> **Data for analysis**
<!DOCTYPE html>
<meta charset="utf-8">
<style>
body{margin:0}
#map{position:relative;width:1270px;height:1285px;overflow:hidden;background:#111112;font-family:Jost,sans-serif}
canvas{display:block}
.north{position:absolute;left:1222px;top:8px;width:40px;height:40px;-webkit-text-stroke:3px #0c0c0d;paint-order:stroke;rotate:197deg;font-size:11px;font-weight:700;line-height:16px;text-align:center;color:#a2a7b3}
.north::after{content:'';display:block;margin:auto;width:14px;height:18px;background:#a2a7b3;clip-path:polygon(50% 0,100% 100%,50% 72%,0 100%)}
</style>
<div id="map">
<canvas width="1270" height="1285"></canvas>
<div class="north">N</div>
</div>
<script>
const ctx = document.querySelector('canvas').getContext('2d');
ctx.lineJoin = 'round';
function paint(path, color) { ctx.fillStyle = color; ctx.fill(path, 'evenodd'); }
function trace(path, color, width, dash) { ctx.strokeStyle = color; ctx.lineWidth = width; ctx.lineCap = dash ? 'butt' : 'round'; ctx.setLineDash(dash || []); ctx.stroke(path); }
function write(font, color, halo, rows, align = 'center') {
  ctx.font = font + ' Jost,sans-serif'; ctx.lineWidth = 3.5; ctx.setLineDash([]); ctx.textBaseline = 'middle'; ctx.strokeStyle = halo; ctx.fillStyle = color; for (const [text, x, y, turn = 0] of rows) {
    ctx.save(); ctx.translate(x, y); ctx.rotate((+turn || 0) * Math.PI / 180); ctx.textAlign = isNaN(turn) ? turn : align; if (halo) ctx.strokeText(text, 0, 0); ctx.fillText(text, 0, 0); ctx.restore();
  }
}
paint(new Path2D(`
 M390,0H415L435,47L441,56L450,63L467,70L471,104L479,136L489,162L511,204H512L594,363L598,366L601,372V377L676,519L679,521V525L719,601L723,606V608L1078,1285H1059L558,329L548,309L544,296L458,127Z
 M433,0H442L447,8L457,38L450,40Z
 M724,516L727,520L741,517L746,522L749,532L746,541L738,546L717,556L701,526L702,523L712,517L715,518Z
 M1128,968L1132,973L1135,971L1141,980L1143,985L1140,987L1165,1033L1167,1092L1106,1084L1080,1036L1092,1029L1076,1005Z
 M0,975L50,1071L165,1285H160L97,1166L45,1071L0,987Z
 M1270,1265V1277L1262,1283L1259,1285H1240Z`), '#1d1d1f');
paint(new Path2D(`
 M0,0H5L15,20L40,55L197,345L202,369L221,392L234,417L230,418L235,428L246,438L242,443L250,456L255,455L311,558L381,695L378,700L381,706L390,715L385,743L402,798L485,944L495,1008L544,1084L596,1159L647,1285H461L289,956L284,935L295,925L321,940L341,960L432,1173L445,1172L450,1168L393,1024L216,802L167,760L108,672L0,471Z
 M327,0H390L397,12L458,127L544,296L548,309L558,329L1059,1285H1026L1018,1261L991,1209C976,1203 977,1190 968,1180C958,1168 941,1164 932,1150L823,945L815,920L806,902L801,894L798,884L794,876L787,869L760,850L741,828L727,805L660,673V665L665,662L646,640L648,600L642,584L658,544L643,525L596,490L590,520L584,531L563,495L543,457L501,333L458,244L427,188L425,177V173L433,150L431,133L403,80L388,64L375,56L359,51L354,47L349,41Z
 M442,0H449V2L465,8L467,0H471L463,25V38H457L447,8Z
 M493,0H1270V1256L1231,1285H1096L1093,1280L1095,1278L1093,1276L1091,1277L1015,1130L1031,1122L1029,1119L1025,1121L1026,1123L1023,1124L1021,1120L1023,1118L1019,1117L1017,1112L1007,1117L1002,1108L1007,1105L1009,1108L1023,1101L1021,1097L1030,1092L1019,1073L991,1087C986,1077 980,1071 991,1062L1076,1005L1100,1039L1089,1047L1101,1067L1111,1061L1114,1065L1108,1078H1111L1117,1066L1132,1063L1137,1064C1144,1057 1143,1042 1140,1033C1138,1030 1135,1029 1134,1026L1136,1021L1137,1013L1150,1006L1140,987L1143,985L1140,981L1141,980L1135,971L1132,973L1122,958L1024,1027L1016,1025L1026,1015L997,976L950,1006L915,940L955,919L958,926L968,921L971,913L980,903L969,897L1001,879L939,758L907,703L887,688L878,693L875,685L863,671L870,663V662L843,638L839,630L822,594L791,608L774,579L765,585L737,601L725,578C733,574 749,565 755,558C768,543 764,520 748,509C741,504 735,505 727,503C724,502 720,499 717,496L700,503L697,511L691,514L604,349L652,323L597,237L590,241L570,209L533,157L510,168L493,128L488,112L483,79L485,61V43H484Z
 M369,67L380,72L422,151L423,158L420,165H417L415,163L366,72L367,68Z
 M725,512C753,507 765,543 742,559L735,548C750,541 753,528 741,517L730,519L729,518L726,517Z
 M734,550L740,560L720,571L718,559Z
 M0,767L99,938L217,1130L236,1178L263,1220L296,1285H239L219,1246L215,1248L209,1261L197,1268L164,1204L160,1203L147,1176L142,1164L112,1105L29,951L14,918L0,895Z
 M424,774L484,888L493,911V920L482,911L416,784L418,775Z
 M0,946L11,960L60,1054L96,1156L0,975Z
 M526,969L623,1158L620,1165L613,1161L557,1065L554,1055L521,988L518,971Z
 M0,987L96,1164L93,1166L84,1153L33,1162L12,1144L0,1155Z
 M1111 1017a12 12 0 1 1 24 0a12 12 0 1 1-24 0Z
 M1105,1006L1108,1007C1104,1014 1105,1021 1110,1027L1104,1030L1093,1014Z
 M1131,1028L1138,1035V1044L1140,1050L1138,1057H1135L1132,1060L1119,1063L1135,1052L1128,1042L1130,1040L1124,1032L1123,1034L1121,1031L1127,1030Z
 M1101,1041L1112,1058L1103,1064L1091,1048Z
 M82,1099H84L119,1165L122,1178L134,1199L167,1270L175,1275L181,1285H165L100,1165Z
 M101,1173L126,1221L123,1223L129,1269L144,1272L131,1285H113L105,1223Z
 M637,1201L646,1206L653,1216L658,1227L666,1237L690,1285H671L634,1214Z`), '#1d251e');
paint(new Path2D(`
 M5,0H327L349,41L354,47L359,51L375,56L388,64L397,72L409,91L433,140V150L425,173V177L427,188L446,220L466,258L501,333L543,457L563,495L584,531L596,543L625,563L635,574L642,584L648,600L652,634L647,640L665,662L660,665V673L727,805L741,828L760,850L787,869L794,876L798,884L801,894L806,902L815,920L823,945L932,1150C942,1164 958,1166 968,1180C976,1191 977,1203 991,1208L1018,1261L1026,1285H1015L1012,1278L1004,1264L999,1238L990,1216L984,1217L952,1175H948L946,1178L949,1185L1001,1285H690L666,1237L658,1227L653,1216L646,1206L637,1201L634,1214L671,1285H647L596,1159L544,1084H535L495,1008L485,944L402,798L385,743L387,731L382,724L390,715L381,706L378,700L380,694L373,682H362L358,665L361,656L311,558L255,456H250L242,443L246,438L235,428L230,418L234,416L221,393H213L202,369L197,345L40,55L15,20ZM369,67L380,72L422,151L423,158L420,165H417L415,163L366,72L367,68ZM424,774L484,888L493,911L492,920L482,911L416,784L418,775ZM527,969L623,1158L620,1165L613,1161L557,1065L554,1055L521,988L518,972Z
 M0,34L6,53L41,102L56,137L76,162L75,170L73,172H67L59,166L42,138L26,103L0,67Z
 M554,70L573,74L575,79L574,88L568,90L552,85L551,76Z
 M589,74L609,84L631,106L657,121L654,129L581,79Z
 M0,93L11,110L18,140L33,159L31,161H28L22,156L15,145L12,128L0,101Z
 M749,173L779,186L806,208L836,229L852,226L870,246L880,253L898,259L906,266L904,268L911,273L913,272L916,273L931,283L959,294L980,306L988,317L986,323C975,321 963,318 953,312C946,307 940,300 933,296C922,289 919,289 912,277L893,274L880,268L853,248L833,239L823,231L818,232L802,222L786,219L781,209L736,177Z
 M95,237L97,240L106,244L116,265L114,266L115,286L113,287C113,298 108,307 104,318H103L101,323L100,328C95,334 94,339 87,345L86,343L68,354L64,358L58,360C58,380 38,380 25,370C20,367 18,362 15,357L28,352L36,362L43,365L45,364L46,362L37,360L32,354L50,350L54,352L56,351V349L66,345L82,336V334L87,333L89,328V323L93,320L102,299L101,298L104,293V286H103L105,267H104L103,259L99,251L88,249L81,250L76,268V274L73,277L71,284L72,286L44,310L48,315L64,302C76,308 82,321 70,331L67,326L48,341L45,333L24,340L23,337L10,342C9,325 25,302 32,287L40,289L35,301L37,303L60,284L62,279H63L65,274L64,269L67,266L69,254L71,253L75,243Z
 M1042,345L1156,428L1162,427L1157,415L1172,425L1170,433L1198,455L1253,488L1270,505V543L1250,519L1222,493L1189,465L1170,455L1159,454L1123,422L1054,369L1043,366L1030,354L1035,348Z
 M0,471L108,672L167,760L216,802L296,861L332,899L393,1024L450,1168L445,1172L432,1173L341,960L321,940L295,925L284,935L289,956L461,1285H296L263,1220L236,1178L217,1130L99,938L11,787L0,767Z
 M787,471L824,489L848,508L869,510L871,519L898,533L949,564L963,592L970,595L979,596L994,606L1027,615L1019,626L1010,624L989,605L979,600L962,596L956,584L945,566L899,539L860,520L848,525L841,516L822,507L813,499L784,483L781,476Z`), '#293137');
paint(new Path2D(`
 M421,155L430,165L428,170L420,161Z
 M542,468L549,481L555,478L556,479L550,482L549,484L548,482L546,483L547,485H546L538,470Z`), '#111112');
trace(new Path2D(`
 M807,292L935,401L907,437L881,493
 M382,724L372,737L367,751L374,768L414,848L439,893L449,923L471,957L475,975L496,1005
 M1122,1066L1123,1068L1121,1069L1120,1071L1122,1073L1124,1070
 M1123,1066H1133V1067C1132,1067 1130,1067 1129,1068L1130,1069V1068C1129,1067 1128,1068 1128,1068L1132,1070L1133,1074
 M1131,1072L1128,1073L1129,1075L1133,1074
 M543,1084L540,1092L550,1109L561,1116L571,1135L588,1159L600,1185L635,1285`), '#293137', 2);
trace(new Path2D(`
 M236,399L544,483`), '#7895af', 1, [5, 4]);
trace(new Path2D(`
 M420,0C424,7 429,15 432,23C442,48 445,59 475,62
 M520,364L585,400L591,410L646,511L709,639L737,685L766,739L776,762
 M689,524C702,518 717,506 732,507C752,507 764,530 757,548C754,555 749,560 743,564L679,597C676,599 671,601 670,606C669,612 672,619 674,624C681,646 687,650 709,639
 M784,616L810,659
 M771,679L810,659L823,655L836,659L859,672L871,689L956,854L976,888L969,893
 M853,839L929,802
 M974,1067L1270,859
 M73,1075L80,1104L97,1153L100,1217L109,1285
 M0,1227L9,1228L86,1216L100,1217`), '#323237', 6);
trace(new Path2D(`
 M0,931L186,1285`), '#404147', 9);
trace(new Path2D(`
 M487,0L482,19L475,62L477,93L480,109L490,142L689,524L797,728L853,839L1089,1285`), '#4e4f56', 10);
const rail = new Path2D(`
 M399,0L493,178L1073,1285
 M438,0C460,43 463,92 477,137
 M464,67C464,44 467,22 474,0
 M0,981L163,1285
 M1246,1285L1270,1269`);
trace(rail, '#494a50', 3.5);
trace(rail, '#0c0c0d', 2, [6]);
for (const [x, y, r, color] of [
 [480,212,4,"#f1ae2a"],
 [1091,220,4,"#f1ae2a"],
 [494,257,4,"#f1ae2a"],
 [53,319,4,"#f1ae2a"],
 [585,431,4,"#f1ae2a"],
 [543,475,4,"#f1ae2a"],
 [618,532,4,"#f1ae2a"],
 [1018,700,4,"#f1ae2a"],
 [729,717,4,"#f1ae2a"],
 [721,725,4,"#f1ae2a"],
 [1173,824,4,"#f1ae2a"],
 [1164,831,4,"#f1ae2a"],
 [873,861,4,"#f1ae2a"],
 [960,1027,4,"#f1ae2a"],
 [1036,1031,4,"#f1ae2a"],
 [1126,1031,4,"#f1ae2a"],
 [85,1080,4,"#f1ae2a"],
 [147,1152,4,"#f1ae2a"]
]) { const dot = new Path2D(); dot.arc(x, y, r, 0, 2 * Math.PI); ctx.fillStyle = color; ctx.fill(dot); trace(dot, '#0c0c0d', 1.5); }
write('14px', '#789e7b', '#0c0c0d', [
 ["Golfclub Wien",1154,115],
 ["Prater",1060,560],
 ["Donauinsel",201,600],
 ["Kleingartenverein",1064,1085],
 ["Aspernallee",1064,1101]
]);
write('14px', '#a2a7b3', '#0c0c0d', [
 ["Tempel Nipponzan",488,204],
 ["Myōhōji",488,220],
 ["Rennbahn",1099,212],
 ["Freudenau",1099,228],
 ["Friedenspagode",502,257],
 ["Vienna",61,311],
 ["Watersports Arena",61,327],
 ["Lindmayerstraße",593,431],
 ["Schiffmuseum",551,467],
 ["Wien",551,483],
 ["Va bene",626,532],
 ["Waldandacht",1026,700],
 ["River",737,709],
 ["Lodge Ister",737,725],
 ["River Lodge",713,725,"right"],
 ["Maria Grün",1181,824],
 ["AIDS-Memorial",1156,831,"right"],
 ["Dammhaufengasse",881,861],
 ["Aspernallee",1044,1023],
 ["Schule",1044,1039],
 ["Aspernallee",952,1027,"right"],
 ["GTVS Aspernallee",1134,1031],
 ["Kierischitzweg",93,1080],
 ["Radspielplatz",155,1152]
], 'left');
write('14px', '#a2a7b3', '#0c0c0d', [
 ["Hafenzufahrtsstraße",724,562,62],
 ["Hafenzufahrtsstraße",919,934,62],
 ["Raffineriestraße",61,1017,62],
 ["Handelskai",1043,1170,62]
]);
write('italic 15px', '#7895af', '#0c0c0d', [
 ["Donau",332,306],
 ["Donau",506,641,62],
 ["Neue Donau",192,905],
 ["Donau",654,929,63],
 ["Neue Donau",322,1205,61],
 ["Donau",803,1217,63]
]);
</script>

> **Description of the task**
Say how many lines in the data above contain the string "halo", and give no other output.

> **Solved problem**
3